What’s a filibuster?
It’s a Senate tradition where a lone senator can gum up the works by talking endlessly, delaying or derailing legislation. The word comes from the Dutch “vrijbuiter” (freebooter), meaning pirate—fitting, since it’s essentially hijacking the floor. Originally, it wasn’t even in the Constitution or Senate rules. In 1806, the Senate axed a motion-to-end-debate rule by mistake, leaving the door wide open for endless gab. It took decades to catch on, but by the 19th century, it was a weapon of chaos.
Back in the day, filibusters were raw, gritty affairs.
Picture Sen. Huey Long (D-LA) in 1935, reciting Shakespeare and recipes for 15 hours to stall FDR’s New Deal. Or Sen. Robert La Follette (R-WI) in 1908, holding the floor for 18 hours against a banking bill, nearly dying when a poisoned eggnog (yes, really) was slipped to him mid-speech. The granddaddy of them all? Sen. Strom Thurmond (D-SC) in 1957, who ranted for 24 hours and 18 minutes against the Civil Rights Act—still the record Booker’s chasing. He prepped with steam baths and stashed candy bars in his pockets. That’s commitment.

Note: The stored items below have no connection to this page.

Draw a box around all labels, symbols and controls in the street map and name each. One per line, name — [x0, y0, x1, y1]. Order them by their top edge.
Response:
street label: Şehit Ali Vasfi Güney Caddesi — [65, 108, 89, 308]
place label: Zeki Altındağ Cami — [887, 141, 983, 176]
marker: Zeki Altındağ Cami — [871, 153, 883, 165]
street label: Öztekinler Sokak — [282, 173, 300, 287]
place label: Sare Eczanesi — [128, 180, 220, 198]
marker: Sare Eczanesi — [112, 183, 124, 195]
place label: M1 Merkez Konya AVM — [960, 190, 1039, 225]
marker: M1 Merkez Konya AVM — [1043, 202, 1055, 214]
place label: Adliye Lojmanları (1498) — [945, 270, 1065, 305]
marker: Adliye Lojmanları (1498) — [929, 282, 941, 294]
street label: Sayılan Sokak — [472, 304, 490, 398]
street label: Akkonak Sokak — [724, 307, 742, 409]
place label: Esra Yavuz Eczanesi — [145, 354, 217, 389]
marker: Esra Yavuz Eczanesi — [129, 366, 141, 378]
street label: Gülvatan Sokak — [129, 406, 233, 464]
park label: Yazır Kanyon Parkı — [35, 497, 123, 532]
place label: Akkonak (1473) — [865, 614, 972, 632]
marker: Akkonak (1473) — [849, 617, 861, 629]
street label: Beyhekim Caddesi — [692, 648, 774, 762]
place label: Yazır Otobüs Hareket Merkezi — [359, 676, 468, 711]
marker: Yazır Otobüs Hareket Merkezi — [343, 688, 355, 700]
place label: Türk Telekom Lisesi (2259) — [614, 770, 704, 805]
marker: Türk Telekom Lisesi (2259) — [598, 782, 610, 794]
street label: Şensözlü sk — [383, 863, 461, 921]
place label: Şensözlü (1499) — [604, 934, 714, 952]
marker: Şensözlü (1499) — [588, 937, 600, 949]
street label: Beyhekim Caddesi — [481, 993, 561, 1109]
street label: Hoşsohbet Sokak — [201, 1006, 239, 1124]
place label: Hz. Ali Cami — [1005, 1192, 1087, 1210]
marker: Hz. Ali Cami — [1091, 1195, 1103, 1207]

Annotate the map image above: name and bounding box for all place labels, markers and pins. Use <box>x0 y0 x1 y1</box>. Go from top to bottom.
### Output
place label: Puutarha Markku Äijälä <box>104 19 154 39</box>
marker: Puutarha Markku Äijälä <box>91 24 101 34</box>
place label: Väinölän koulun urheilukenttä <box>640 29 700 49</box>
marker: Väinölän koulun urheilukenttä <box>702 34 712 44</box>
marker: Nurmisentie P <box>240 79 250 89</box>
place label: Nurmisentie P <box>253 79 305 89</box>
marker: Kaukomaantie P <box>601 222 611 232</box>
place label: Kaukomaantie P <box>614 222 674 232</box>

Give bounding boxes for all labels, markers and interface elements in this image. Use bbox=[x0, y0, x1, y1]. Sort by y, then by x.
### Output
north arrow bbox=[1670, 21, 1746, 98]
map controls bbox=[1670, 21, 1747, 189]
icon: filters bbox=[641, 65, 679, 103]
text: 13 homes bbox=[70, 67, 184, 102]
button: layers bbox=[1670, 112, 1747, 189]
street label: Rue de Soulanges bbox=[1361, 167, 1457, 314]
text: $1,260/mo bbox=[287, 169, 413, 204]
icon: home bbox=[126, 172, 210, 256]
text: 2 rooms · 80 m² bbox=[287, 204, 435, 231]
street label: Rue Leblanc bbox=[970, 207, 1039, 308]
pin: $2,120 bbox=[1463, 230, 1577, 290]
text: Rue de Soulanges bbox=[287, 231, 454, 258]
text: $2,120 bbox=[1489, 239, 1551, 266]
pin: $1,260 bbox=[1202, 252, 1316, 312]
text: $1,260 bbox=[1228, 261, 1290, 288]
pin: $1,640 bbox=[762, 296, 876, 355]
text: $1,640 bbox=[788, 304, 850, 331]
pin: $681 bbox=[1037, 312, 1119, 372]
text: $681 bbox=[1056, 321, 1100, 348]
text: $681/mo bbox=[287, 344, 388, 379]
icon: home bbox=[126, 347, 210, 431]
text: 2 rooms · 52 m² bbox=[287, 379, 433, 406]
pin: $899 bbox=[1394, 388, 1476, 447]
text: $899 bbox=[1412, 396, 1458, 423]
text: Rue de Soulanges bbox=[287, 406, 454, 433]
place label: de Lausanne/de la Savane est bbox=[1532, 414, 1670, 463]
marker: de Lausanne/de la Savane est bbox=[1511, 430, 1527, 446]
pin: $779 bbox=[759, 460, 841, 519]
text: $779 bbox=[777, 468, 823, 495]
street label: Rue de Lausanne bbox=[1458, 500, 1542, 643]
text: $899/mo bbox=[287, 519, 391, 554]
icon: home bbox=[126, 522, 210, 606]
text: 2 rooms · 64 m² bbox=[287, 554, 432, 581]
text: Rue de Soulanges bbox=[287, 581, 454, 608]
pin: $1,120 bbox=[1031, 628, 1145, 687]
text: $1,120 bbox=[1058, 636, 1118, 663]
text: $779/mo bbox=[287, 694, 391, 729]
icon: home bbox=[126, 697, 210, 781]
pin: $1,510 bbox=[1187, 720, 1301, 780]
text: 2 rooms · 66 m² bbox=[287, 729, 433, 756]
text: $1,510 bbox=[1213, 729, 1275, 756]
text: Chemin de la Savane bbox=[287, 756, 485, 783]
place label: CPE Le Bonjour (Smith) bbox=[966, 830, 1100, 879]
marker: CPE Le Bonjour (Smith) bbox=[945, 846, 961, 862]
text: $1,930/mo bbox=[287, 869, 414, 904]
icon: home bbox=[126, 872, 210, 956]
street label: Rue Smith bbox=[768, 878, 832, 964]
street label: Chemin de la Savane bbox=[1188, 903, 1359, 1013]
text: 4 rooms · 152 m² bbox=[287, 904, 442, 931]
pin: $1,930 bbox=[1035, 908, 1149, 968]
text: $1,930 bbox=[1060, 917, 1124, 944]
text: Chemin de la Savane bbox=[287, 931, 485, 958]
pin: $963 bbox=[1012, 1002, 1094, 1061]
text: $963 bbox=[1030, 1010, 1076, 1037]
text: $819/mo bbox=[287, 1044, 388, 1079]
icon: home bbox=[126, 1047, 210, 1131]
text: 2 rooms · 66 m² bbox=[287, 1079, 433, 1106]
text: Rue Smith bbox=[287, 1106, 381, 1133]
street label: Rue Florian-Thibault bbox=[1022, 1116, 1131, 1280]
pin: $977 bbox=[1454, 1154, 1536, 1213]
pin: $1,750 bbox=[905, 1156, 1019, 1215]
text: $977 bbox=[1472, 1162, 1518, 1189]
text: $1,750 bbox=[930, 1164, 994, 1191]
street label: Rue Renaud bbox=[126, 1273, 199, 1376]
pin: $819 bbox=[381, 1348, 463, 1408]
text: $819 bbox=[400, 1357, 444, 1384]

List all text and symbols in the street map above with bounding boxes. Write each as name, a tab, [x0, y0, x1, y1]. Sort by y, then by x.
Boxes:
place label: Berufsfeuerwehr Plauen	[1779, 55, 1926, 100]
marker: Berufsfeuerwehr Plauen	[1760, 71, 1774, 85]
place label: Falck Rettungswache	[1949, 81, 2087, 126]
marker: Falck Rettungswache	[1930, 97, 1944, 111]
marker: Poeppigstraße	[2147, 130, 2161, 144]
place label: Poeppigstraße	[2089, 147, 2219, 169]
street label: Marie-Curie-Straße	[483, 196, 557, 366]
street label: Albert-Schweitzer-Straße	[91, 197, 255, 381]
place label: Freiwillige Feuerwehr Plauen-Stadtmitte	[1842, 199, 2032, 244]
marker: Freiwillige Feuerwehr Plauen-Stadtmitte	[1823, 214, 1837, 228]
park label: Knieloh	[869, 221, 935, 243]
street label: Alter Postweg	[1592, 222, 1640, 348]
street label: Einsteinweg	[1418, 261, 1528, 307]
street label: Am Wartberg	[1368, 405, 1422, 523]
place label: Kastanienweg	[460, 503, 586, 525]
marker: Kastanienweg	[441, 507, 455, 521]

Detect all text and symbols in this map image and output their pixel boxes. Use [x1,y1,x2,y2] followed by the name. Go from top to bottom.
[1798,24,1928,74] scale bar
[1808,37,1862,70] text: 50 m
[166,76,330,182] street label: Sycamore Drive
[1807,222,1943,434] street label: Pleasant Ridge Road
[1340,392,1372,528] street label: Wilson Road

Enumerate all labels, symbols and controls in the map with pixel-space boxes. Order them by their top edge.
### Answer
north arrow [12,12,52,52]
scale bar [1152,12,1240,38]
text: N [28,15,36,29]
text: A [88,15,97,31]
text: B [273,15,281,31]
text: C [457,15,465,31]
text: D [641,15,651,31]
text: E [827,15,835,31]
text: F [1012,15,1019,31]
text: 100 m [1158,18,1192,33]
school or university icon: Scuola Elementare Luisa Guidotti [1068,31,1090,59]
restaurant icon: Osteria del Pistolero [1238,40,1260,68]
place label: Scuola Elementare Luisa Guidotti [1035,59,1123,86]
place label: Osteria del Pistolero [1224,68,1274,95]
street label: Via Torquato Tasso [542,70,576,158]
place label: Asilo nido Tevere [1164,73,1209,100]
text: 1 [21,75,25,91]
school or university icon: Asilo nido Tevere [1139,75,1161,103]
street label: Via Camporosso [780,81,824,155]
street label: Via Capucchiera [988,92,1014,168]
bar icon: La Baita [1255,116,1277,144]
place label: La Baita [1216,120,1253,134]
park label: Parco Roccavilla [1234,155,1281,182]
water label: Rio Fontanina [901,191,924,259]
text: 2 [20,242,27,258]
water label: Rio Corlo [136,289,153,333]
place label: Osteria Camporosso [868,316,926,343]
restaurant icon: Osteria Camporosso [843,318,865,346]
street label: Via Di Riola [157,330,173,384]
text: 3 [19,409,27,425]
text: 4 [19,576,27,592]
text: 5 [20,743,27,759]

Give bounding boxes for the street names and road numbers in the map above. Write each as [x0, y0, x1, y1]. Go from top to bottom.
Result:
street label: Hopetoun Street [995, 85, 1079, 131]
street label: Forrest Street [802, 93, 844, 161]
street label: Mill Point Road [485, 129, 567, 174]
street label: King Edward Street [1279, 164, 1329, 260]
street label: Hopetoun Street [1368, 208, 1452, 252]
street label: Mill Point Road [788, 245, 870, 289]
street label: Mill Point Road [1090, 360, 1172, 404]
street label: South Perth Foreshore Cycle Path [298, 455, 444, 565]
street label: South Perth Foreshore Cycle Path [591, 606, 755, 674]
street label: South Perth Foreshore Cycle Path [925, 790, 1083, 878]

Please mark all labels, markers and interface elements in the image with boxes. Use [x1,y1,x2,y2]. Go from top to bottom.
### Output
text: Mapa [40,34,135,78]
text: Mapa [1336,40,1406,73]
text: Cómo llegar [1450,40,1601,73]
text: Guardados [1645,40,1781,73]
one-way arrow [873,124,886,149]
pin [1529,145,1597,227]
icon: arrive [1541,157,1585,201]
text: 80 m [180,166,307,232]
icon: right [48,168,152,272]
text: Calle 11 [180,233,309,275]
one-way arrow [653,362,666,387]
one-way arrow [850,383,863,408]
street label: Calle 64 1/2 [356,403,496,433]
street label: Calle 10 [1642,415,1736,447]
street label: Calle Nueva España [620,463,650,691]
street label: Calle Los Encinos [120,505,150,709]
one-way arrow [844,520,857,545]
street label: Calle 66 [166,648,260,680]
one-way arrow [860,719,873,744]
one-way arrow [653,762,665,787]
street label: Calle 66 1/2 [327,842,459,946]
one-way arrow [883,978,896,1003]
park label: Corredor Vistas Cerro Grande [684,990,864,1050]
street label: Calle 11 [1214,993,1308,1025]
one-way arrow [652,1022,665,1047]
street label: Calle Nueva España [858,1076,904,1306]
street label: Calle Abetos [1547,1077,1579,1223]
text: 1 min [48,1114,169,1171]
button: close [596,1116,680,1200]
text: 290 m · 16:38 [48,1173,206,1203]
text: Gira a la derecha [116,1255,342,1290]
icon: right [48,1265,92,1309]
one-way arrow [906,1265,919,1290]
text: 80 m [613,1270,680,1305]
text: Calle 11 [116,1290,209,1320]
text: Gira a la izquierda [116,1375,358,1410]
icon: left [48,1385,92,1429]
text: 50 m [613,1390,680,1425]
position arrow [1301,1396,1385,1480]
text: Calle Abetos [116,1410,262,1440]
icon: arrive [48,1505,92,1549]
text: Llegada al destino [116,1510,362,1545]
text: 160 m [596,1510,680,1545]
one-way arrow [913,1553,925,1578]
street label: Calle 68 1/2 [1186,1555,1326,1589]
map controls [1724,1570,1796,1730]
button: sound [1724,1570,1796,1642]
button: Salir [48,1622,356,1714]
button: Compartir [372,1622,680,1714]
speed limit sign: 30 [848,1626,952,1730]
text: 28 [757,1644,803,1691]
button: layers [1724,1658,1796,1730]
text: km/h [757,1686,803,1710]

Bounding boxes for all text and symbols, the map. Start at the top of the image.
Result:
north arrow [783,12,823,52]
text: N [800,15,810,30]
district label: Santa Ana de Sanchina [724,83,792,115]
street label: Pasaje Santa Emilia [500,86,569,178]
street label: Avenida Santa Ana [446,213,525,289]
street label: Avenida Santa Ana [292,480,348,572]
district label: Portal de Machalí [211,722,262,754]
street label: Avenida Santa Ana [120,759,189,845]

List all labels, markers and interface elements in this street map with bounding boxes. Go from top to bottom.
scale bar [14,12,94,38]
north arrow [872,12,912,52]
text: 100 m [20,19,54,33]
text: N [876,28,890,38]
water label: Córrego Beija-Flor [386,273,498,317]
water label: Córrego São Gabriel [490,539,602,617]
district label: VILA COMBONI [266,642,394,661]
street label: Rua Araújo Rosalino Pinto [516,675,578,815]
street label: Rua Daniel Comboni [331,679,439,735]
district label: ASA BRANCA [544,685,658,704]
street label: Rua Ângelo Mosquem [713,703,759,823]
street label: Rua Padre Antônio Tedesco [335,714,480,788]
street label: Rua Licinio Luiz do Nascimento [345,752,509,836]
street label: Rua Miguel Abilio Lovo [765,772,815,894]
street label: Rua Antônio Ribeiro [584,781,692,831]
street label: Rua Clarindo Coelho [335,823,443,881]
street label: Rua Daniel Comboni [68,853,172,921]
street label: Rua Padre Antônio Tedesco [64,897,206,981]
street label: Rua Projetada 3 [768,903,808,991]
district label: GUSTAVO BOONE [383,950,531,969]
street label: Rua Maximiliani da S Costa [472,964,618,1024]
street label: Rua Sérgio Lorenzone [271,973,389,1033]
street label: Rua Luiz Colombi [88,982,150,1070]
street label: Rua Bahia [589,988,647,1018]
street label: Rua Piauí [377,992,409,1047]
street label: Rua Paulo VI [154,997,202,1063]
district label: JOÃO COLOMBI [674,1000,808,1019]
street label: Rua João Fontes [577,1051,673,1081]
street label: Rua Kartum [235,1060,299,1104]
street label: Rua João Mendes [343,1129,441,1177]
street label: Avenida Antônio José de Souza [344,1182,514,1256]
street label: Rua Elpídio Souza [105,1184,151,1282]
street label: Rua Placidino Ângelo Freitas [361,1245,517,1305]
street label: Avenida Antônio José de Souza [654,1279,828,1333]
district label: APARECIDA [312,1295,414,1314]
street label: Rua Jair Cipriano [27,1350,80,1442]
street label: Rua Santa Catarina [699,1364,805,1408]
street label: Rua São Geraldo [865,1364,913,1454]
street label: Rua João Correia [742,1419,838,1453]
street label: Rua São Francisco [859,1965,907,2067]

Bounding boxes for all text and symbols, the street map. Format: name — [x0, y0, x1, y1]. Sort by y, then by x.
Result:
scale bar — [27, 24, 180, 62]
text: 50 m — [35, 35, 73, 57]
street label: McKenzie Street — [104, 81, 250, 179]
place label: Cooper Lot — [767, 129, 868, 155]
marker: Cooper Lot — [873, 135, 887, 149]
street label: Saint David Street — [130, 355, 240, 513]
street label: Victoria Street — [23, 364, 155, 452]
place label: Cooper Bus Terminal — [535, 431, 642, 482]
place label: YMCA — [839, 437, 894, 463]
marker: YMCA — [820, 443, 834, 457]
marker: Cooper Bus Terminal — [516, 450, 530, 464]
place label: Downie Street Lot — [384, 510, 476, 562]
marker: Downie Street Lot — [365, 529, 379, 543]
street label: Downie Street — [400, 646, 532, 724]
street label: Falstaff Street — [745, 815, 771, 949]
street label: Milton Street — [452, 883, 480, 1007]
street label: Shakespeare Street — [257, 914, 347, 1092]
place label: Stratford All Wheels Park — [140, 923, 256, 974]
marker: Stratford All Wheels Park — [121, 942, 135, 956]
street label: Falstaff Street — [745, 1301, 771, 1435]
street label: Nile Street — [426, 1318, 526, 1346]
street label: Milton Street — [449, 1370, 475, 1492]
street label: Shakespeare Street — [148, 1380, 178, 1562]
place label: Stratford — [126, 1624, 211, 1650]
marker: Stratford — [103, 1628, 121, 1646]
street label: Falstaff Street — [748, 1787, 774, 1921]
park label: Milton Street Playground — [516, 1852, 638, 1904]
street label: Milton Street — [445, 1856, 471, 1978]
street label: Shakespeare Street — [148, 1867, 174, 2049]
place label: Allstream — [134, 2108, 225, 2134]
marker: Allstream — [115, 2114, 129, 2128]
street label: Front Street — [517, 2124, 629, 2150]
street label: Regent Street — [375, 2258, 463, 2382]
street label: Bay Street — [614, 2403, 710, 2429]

The filibuster’s original vibe was pure liberty: one voice, no matter how outnumbered, could stand against the herd. It was the ultimate middle finger to majority tyranny. But over time, it morphed. By the 20th century, it became a tool for obstruction, especially in the South, where segregationists like Thurmond wielded it to block civil rights. The Senate finally tamed it in 1917 with Rule 22, letting two-thirds of senators vote to shut it down (cloture). That dropped to 60 votes in 1975, but the damage was done—it lost its rogue charm and became a procedural game.
Modern filibusters?
Mostly flops. Take Sen. Rand Paul (R-KY) in 2013—13 hours against drone strikes. Badass, sure, but it didn’t stop the policy. Or Sen. Ted Cruz (R-TX) in 2013, reading Green Eggs and Ham for 21 hours against Obamacare. Fun, but futile—the law passed. Successful ones are rare now, thanks to cloture. The last big win was in 1986, when a bipartisan crew filibustered Reagan’s apartheid sanctions veto override into the ground. Old school? Think 1850s, when filibusters killed bank charters and tariff bills—real stakes, real results.
Who’s used it more?
Democrats have a slight edge historically, especially during civil rights battles. Republicans, though, have owned it lately—think 2021, stalling Biden’s voting rights push. The record’s still Thurmond’s, a Democrat-turned-Republican, proving it’s less about party and more about stubbornness. Fun fact: Sen. Wayne Morse (D-OR) once smuggled a briefcase of sandwiches into a 1953 filibuster—22 hours—and still lost. Dedication doesn’t always pay.
Booker’s stunt…
Odds are he will break the record, or come damn close. He’s got buddies like Sen. Chris Murphy (D-CT) tossing him softballs to keep it rolling, but it’s not changing votes. This is all about Booker the hooker trying to reignite his irrelevant presence on the Democrat’s lonely corner. He is trying to make himself the Pretty Woman of D.C. hookers — but he just doesn’t have the moans and groans of Julia Roberts. Nobody will remember this moment — especially during election season.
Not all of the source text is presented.